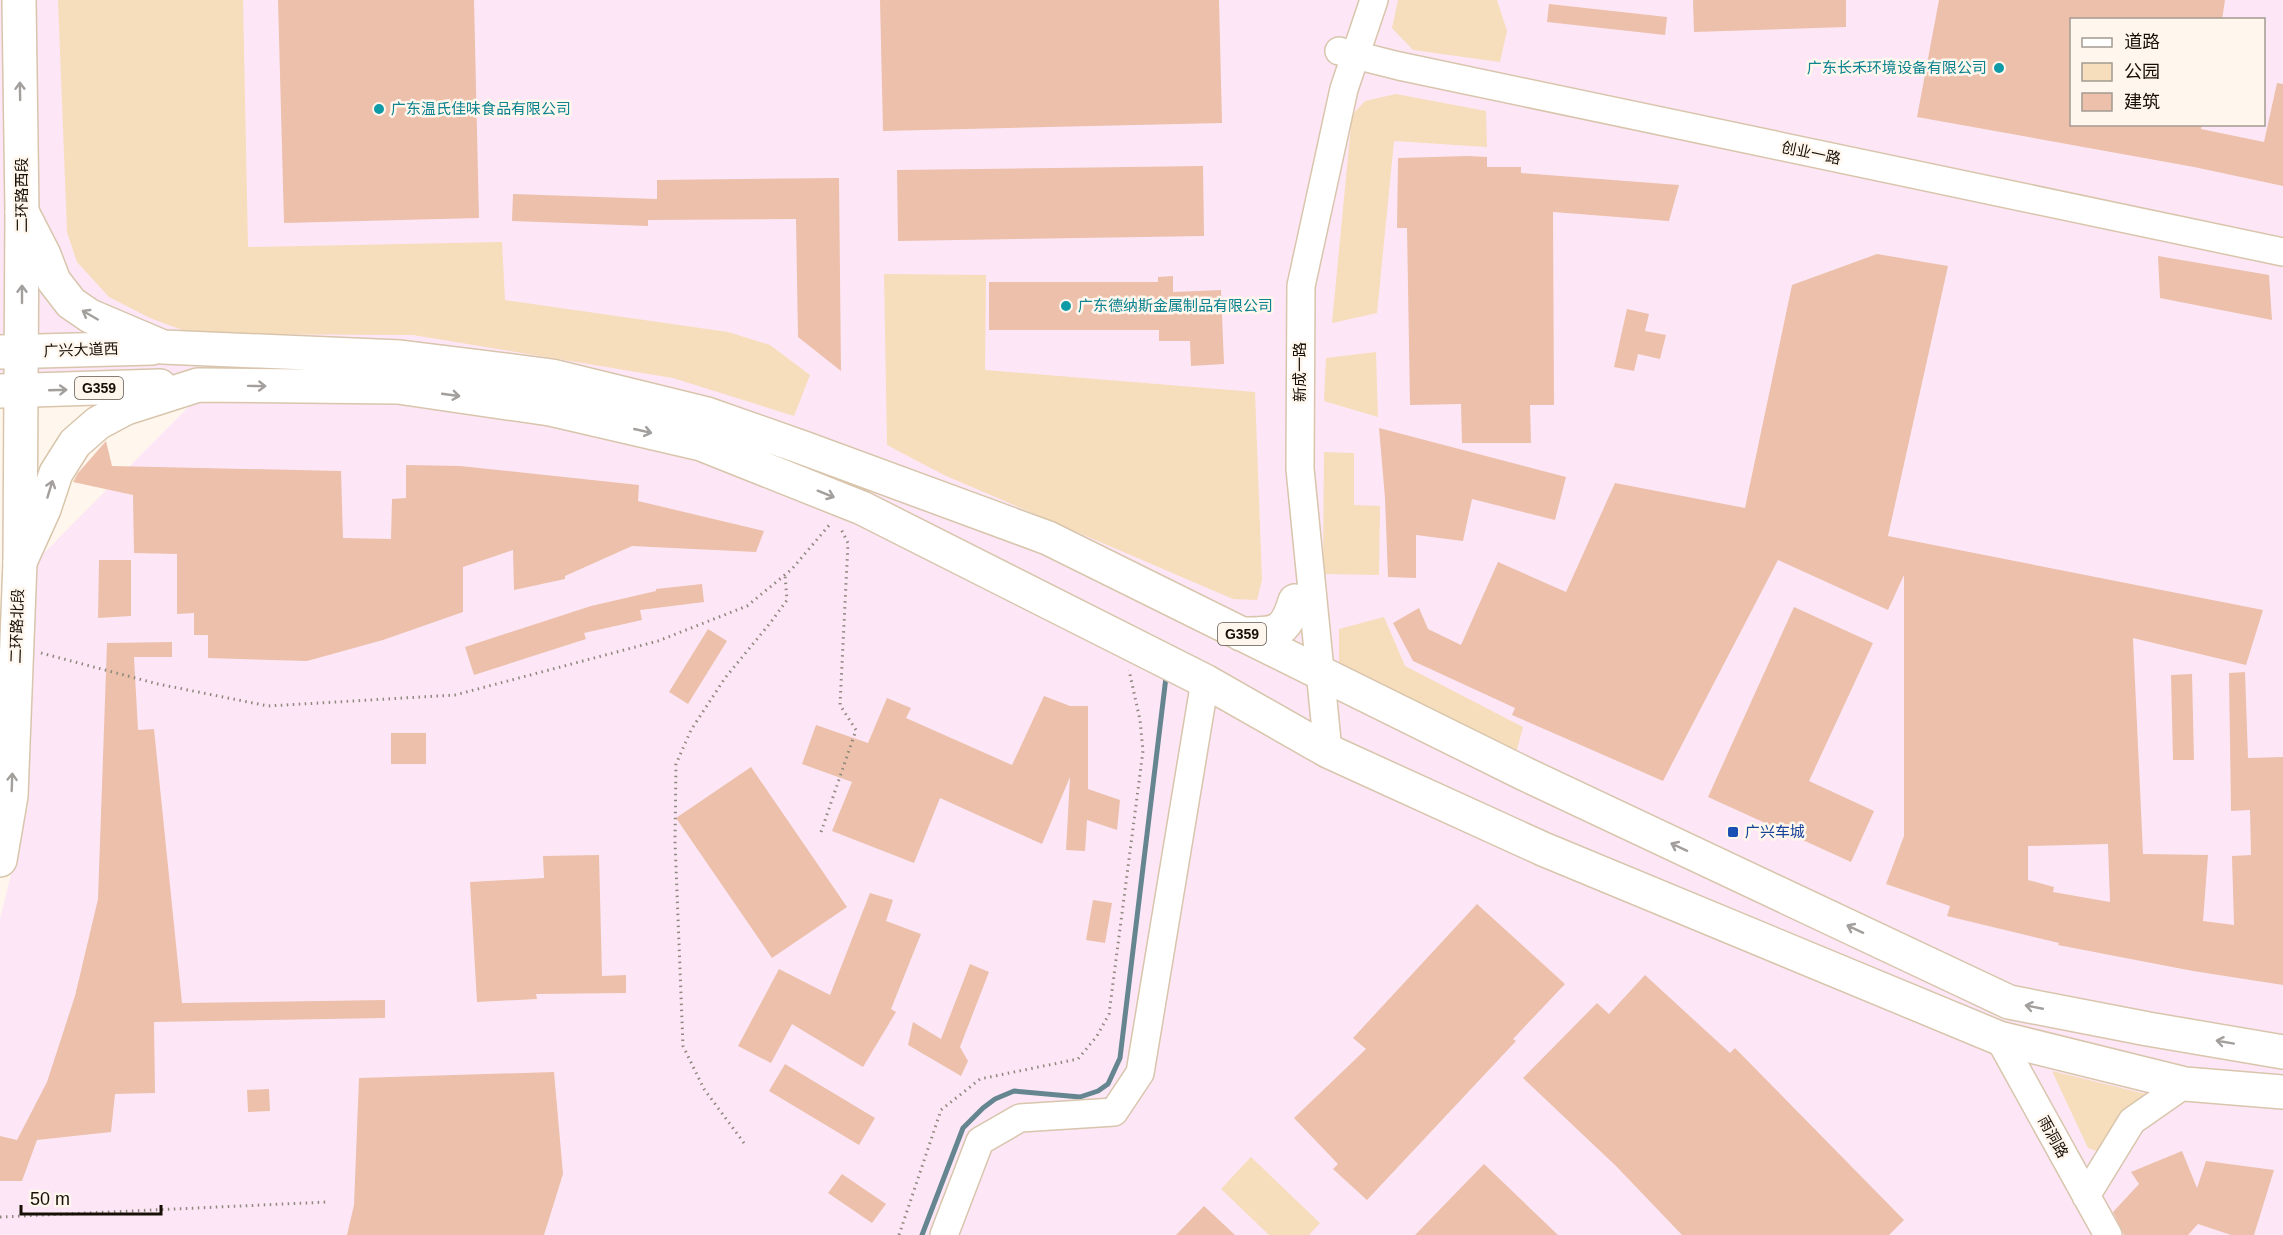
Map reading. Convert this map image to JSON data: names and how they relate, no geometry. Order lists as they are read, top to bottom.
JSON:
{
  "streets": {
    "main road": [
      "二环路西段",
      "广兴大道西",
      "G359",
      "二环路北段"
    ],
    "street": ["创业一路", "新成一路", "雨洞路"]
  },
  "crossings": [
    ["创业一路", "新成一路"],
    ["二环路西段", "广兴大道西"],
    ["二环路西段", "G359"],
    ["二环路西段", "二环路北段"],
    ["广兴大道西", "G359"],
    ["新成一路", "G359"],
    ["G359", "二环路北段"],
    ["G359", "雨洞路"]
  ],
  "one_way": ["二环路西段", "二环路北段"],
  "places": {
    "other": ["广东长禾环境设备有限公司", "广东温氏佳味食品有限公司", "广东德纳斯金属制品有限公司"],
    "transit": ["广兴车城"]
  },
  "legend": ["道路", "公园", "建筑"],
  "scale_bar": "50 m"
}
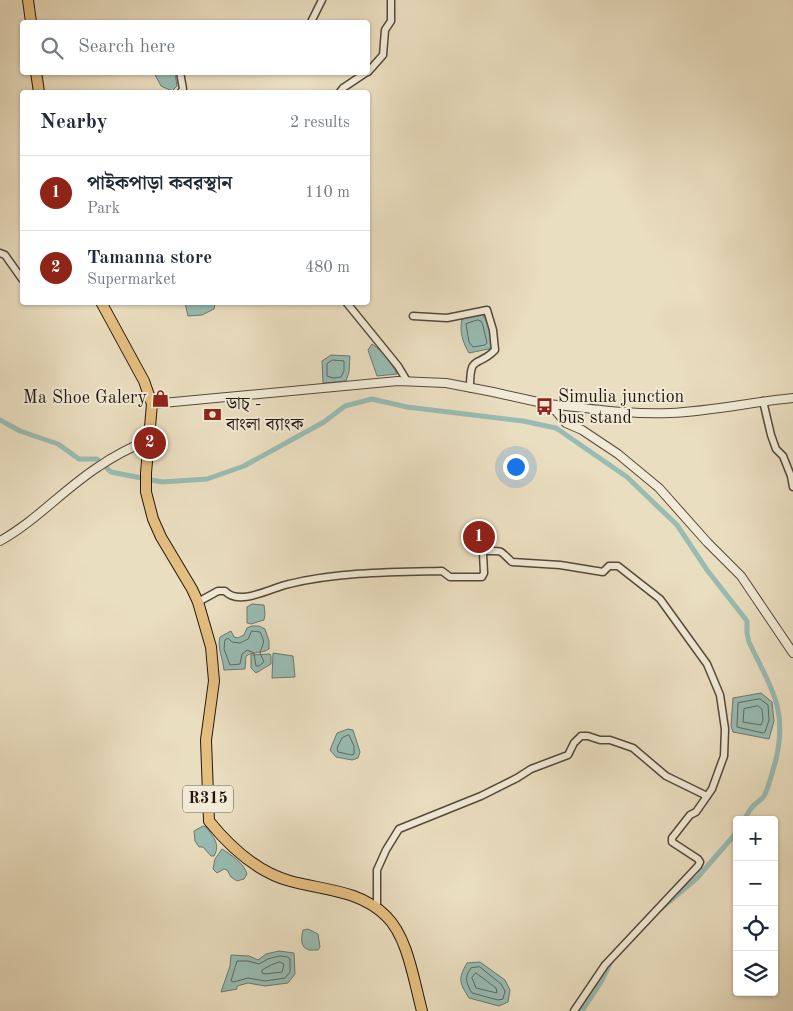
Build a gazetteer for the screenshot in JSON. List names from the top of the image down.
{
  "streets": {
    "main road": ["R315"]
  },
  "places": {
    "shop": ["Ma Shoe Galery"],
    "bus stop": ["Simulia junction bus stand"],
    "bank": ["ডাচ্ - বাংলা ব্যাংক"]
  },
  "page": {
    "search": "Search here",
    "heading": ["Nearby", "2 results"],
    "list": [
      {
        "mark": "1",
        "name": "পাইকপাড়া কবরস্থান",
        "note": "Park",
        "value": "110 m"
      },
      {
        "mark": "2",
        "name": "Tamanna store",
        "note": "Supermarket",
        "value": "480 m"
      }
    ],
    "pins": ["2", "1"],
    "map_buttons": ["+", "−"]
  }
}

******************************

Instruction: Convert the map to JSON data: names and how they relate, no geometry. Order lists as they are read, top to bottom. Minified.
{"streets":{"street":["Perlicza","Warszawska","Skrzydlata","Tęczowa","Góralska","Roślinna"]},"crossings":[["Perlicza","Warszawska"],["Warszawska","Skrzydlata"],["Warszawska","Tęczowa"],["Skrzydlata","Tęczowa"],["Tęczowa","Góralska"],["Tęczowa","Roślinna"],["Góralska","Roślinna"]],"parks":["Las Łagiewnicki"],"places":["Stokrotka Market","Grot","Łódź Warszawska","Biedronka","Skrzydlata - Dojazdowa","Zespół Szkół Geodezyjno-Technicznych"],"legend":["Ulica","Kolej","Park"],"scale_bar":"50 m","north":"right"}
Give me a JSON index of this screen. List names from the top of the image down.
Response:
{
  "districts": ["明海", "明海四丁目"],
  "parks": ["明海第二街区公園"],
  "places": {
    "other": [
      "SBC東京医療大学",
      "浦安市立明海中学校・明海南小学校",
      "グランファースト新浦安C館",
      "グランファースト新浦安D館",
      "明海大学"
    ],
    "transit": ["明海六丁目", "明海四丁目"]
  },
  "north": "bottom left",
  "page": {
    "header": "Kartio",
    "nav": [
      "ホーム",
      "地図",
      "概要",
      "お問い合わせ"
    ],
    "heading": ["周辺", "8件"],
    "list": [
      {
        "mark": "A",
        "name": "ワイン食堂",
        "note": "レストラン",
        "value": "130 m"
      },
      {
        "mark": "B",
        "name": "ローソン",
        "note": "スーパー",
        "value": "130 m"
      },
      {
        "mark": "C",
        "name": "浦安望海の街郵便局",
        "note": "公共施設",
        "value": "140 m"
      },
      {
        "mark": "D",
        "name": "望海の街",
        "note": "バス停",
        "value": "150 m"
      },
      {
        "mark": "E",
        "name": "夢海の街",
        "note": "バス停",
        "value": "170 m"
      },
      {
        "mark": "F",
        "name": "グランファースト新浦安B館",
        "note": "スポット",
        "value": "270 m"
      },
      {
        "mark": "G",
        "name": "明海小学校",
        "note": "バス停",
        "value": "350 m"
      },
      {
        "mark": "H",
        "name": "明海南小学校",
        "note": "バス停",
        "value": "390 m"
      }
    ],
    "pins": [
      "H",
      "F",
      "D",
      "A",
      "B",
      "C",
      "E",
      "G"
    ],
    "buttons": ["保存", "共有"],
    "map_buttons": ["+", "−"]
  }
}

******************************

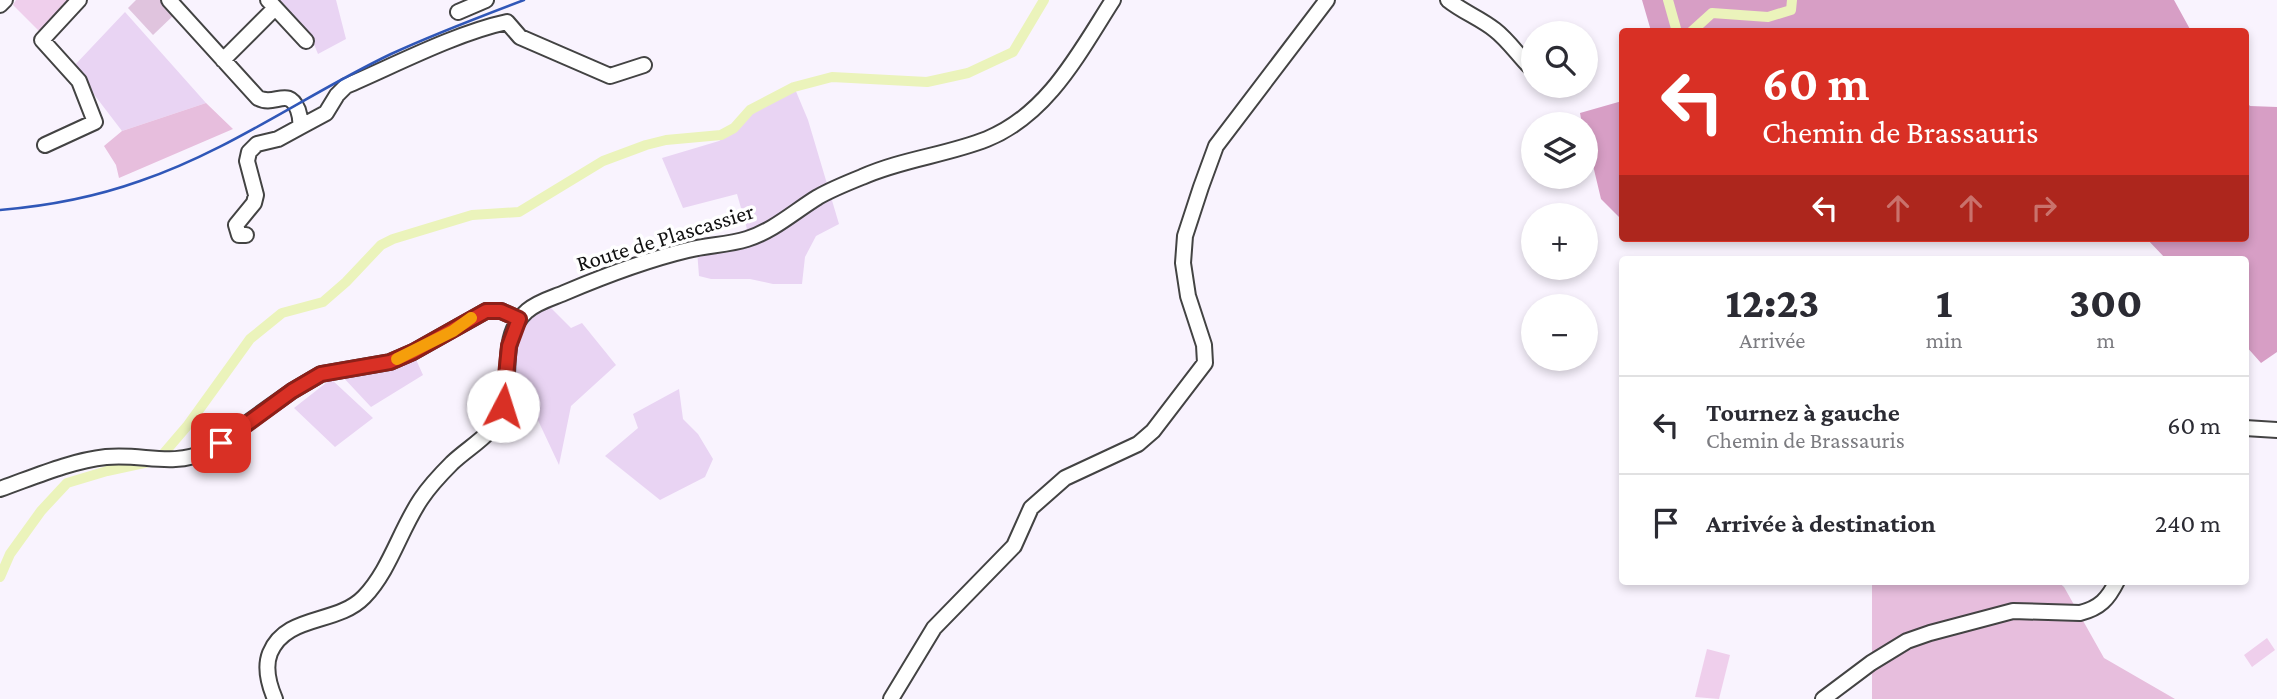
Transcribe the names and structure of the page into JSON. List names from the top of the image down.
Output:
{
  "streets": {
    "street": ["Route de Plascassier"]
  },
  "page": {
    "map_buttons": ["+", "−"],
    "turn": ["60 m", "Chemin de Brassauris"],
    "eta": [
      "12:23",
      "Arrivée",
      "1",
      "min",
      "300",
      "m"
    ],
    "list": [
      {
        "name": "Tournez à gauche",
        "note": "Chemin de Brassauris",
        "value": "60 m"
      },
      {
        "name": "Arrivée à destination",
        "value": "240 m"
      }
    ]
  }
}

******************************

Each line above where the word "this" occurs should be copied out.

Map reading. Convert this map image to JSON data: names and how they relate, no geometry. Order lists as they are read, top to bottom.
Give me a JSON index of this screen. List names from the top of the image down.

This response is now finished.